▸ What this task involves: Transcribe each entry exactly as it appears, leaving out any picture it holds.

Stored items
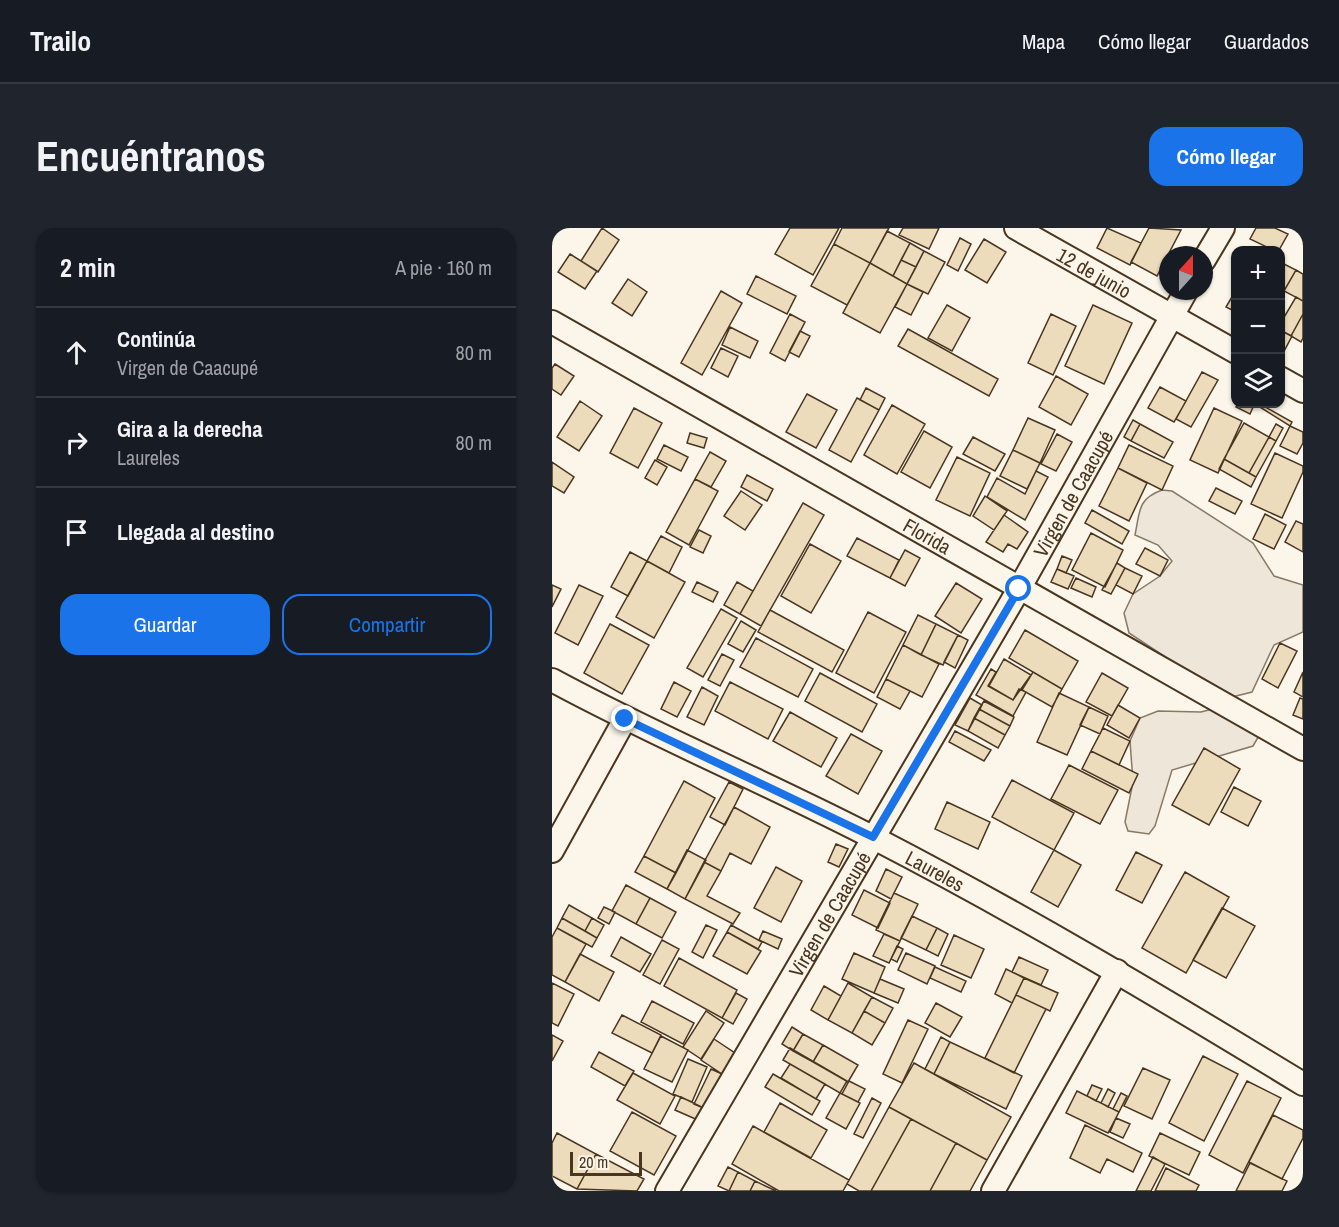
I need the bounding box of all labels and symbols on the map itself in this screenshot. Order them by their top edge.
street label: 12 de junio [1052,240,1136,304]
north arrow [1159,246,1213,300]
street label: Virgen de Caacupé [1026,425,1119,562]
street label: Florida [899,511,956,560]
route start [1005,575,1031,601]
route end [611,705,637,731]
street label: Laureles [901,844,969,897]
street label: Virgen de Caacupé [782,846,876,982]
scale bar [570,1149,642,1176]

▸ Written answer:
I need the bounding box of all labels and symbols on the map itself in this screenshot. Order them by their top edge.
street label: 12 de junio [1052,240,1136,304]
north arrow [1159,246,1213,300]
street label: Virgen de Caacupé [1026,425,1119,562]
street label: Florida [899,511,956,560]
route start [1005,575,1031,601]
route end [611,705,637,731]
street label: Laureles [901,844,969,897]
street label: Virgen de Caacupé [782,846,876,982]
scale bar [570,1149,642,1176]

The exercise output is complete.